Please reproduce exactly the lines from the start of the records through the one containing "ctx.rotate((+turn || 0) * Math.PI / 180);", and nothing more.

EXERCISE MATERIALS Block Start

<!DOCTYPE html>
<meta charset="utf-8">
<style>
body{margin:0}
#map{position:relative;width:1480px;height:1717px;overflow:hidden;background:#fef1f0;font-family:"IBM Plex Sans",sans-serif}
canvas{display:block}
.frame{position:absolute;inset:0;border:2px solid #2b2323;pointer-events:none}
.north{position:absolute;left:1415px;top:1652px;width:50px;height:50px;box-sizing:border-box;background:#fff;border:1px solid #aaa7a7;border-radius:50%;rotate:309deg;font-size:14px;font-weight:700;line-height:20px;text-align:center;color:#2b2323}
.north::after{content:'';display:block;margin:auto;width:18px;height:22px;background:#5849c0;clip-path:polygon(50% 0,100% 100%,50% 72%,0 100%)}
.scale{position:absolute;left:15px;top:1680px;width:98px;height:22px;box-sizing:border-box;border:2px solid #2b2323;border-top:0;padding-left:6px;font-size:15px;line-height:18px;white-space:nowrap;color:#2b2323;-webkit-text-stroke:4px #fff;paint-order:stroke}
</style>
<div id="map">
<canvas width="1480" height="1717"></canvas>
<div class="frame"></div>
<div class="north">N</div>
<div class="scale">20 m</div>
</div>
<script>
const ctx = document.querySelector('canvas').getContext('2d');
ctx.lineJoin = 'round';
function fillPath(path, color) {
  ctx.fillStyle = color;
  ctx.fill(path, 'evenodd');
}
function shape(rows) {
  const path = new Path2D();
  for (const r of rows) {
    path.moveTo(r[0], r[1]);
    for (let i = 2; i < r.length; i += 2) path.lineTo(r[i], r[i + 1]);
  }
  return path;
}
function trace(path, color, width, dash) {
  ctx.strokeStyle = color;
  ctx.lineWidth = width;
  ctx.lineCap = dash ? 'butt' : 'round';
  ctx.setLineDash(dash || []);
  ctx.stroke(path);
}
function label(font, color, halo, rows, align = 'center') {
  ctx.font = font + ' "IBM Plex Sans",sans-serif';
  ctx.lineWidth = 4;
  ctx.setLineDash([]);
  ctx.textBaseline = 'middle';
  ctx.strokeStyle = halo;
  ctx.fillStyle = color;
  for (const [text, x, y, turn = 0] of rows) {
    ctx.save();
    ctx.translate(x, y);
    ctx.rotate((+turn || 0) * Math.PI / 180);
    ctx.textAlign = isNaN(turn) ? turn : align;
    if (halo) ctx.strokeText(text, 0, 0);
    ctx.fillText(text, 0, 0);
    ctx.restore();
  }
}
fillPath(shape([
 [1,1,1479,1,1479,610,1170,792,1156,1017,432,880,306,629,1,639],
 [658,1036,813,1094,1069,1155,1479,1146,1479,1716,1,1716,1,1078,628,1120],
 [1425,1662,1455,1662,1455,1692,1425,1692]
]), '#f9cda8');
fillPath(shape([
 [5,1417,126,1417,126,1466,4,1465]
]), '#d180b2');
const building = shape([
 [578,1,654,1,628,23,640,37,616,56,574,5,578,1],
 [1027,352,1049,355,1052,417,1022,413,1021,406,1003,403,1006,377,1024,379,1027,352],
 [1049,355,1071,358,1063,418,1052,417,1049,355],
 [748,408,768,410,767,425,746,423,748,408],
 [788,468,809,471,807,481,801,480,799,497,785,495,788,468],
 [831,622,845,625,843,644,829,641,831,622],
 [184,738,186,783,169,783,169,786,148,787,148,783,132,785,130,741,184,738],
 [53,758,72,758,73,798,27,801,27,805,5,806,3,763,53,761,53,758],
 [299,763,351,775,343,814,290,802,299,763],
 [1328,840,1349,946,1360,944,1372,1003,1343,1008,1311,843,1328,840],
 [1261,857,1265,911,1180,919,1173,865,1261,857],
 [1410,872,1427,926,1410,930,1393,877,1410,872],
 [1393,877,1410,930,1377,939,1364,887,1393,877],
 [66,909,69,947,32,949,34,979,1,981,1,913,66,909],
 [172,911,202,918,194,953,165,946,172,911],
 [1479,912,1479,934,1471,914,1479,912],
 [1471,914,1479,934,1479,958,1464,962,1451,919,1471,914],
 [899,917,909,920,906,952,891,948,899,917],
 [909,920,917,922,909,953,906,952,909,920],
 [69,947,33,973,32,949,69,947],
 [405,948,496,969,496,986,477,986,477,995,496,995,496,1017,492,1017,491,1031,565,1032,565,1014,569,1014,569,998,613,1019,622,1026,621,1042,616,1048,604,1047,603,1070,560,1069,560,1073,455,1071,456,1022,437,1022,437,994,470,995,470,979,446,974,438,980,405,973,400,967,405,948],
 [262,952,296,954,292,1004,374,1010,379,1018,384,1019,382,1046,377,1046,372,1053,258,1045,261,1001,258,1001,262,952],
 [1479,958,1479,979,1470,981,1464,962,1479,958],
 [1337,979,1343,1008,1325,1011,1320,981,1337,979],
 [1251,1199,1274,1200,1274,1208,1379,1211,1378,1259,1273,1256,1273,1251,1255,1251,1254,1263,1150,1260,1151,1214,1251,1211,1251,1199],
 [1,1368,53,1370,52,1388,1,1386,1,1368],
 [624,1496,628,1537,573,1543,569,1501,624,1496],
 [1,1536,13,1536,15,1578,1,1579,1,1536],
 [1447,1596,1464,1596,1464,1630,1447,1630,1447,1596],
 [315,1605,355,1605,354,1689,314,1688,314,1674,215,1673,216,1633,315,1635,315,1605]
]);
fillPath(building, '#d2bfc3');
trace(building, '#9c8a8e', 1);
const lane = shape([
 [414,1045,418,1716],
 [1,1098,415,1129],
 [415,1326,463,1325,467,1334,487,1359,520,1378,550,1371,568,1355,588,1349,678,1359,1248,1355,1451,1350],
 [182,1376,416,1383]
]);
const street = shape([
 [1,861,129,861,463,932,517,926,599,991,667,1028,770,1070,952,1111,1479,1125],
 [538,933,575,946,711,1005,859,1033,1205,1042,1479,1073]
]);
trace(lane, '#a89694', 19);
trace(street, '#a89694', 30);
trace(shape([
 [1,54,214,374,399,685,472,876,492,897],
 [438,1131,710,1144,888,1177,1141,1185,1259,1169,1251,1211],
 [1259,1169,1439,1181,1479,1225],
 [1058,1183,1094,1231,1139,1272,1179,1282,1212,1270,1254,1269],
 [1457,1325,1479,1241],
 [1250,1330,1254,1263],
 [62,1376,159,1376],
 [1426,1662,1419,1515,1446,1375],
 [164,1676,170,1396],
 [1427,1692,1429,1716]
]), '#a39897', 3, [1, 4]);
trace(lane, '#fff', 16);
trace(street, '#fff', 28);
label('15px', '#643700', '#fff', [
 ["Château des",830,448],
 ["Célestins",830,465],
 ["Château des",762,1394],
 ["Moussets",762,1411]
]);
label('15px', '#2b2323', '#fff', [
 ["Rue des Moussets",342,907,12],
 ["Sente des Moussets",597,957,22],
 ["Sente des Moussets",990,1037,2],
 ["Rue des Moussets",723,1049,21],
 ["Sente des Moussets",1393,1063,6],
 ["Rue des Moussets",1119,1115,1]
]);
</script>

EXERCISE MATERIALS Block End

● **RESPONSE**:
<!DOCTYPE html>
<meta charset="utf-8">
<style>
body{margin:0}
#map{position:relative;width:1480px;height:1717px;overflow:hidden;background:#fef1f0;font-family:"IBM Plex Sans",sans-serif}
canvas{display:block}
.frame{position:absolute;inset:0;border:2px solid #2b2323;pointer-events:none}
.north{position:absolute;left:1415px;top:1652px;width:50px;height:50px;box-sizing:border-box;background:#fff;border:1px solid #aaa7a7;border-radius:50%;rotate:309deg;font-size:14px;font-weight:700;line-height:20px;text-align:center;color:#2b2323}
.north::after{content:'';display:block;margin:auto;width:18px;height:22px;background:#5849c0;clip-path:polygon(50% 0,100% 100%,50% 72%,0 100%)}
.scale{position:absolute;left:15px;top:1680px;width:98px;height:22px;box-sizing:border-box;border:2px solid #2b2323;border-top:0;padding-left:6px;font-size:15px;line-height:18px;white-space:nowrap;color:#2b2323;-webkit-text-stroke:4px #fff;paint-order:stroke}
</style>
<div id="map">
<canvas width="1480" height="1717"></canvas>
<div class="frame"></div>
<div class="north">N</div>
<div class="scale">20 m</div>
</div>
<script>
const ctx = document.querySelector('canvas').getContext('2d');
ctx.lineJoin = 'round';
function fillPath(path, color) {
  ctx.fillStyle = color;
  ctx.fill(path, 'evenodd');
}
function shape(rows) {
  const path = new Path2D();
  for (const r of rows) {
    path.moveTo(r[0], r[1]);
    for (let i = 2; i < r.length; i += 2) path.lineTo(r[i], r[i + 1]);
  }
  return path;
}
function trace(path, color, width, dash) {
  ctx.strokeStyle = color;
  ctx.lineWidth = width;
  ctx.lineCap = dash ? 'butt' : 'round';
  ctx.setLineDash(dash || []);
  ctx.stroke(path);
}
function label(font, color, halo, rows, align = 'center') {
  ctx.font = font + ' "IBM Plex Sans",sans-serif';
  ctx.lineWidth = 4;
  ctx.setLineDash([]);
  ctx.textBaseline = 'middle';
  ctx.strokeStyle = halo;
  ctx.fillStyle = color;
  for (const [text, x, y, turn = 0] of rows) {
    ctx.save();
    ctx.translate(x, y);
    ctx.rotate((+turn || 0) * Math.PI / 180);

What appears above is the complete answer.